## [EXERCISE]
Select all lines in the records that include "Wilrijk".

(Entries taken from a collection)
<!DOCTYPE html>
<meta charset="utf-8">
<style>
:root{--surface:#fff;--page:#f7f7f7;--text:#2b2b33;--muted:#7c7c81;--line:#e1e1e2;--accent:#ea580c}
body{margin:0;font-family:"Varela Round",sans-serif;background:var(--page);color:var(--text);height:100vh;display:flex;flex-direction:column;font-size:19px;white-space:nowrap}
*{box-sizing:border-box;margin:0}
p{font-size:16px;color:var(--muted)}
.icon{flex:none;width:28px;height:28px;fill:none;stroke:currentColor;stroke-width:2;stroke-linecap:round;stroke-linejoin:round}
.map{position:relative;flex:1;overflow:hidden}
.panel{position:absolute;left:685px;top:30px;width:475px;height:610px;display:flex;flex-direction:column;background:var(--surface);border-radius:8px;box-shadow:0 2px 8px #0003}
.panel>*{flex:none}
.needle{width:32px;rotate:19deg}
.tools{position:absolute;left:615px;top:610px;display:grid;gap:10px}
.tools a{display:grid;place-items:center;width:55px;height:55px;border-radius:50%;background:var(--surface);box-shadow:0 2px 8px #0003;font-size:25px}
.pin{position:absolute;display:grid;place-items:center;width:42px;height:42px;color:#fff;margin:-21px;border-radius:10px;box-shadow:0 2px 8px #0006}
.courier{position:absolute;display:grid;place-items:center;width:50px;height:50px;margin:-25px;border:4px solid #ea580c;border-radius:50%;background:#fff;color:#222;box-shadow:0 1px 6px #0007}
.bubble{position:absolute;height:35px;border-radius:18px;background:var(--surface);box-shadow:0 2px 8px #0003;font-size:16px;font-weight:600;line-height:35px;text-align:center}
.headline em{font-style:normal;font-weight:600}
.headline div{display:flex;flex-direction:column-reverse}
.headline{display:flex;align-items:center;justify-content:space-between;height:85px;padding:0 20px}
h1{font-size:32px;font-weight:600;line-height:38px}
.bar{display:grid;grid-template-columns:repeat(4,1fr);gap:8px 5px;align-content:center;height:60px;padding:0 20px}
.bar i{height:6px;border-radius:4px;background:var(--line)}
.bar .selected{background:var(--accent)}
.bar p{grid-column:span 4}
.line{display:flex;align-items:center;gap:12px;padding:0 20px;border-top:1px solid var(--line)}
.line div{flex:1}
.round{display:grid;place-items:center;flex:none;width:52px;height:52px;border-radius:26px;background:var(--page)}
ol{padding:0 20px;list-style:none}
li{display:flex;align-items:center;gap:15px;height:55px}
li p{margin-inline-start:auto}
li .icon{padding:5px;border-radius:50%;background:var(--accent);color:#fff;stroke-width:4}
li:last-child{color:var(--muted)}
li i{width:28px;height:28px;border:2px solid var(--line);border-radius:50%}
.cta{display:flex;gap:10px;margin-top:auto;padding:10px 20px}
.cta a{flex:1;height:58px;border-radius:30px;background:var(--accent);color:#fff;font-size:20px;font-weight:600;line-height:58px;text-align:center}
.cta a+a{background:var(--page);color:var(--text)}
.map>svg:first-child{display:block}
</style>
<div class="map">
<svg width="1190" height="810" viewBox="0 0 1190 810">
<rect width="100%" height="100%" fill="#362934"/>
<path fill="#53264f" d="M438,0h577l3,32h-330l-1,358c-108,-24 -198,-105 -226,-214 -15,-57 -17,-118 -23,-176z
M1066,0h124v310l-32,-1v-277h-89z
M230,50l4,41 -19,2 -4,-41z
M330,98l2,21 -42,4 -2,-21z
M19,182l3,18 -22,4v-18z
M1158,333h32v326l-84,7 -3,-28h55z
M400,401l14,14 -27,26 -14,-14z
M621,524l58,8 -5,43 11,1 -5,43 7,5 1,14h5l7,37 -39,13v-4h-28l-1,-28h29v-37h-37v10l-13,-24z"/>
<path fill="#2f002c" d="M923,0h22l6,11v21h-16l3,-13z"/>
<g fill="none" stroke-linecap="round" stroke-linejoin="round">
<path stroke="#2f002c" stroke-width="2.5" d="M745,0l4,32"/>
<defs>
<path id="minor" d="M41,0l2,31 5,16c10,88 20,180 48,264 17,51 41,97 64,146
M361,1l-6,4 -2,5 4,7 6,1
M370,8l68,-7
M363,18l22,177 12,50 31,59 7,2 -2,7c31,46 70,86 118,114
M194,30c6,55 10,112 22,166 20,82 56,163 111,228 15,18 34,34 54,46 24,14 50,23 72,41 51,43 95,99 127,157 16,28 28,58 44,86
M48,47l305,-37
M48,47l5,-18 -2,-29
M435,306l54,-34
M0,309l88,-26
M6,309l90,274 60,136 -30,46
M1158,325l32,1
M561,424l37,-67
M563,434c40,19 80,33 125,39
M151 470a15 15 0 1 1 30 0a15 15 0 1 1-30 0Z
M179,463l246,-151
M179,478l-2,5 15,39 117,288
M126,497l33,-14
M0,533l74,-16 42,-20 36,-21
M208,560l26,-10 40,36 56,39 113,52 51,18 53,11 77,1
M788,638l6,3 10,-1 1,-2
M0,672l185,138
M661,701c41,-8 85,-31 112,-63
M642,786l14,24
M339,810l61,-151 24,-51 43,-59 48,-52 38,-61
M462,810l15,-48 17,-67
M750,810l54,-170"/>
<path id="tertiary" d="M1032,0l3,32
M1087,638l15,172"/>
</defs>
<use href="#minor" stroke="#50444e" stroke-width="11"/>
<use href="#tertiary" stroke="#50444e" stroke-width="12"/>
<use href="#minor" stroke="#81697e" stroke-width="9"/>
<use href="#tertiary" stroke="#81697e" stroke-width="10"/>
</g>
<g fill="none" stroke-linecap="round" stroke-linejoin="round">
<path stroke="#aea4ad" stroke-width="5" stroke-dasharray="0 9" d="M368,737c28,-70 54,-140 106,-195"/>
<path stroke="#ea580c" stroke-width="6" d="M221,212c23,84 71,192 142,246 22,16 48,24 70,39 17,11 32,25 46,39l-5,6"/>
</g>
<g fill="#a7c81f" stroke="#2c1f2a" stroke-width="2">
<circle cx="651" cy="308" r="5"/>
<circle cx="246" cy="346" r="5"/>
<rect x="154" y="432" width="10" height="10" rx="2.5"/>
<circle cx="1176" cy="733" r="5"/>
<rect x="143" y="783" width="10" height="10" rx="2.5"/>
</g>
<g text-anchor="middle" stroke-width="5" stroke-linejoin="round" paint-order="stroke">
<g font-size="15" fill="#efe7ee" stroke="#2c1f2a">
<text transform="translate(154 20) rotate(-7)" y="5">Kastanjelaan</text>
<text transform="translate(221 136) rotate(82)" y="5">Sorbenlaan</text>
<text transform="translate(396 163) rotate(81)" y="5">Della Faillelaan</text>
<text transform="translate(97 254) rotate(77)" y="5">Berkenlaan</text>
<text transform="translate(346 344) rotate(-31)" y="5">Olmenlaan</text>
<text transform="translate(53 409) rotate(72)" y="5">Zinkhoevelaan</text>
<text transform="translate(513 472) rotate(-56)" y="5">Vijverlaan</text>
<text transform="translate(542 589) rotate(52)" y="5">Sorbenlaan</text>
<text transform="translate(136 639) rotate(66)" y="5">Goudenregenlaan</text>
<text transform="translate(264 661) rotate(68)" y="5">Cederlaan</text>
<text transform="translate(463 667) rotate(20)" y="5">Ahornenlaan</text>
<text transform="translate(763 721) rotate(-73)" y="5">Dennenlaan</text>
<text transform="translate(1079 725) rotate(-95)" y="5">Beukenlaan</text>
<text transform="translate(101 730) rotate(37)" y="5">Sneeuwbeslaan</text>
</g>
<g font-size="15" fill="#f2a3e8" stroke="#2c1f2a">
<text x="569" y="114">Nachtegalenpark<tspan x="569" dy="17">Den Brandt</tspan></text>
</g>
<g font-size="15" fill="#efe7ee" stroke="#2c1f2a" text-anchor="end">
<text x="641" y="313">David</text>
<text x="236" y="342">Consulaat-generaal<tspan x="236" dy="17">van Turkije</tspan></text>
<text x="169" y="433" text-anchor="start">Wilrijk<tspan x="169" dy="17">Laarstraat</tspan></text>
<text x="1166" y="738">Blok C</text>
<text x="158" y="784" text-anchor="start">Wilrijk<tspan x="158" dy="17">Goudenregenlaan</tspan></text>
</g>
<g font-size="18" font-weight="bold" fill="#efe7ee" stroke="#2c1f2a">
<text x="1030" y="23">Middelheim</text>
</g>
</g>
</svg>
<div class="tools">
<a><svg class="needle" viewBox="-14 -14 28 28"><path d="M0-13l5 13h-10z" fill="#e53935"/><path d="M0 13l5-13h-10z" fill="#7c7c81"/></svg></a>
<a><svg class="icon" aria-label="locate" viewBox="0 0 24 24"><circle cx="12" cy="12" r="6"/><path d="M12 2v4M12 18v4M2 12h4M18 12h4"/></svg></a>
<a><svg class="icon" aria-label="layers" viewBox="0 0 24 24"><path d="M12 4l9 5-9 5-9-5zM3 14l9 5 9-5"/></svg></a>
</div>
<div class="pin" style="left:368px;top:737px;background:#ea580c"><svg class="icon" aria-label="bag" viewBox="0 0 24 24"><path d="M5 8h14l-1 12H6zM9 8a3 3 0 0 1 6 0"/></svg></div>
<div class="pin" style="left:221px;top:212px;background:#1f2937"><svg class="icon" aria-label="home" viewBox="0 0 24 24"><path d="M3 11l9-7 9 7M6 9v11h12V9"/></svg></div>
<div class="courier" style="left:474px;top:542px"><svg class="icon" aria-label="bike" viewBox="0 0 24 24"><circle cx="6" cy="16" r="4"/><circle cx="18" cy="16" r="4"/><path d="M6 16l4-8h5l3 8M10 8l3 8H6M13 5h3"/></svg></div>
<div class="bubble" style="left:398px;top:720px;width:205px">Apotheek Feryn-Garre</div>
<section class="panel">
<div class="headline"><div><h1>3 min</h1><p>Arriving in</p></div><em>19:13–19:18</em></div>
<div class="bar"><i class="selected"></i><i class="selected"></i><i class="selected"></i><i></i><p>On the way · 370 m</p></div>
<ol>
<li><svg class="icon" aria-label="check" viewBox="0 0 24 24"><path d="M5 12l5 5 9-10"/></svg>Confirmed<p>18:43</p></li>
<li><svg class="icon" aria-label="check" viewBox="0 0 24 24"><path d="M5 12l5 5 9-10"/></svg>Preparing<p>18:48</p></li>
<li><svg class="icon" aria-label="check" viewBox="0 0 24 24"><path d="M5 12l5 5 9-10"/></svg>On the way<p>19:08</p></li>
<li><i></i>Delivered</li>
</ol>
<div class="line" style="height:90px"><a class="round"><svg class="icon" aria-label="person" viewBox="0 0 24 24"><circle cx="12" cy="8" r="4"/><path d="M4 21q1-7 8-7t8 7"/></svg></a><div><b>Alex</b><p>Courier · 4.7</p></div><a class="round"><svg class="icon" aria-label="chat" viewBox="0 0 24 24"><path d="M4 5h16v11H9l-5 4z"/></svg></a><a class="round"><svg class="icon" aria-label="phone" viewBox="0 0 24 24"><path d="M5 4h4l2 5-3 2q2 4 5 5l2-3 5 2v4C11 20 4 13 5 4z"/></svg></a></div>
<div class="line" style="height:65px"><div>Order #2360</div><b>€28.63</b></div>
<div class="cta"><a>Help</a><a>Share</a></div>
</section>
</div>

## [SOLUTION]
<text x="169" y="433" text-anchor="start">Wilrijk<tspan x="169" dy="17">Laarstraat</tspan></text>
<text x="158" y="784" text-anchor="start">Wilrijk<tspan x="158" dy="17">Goudenregenlaan</tspan></text>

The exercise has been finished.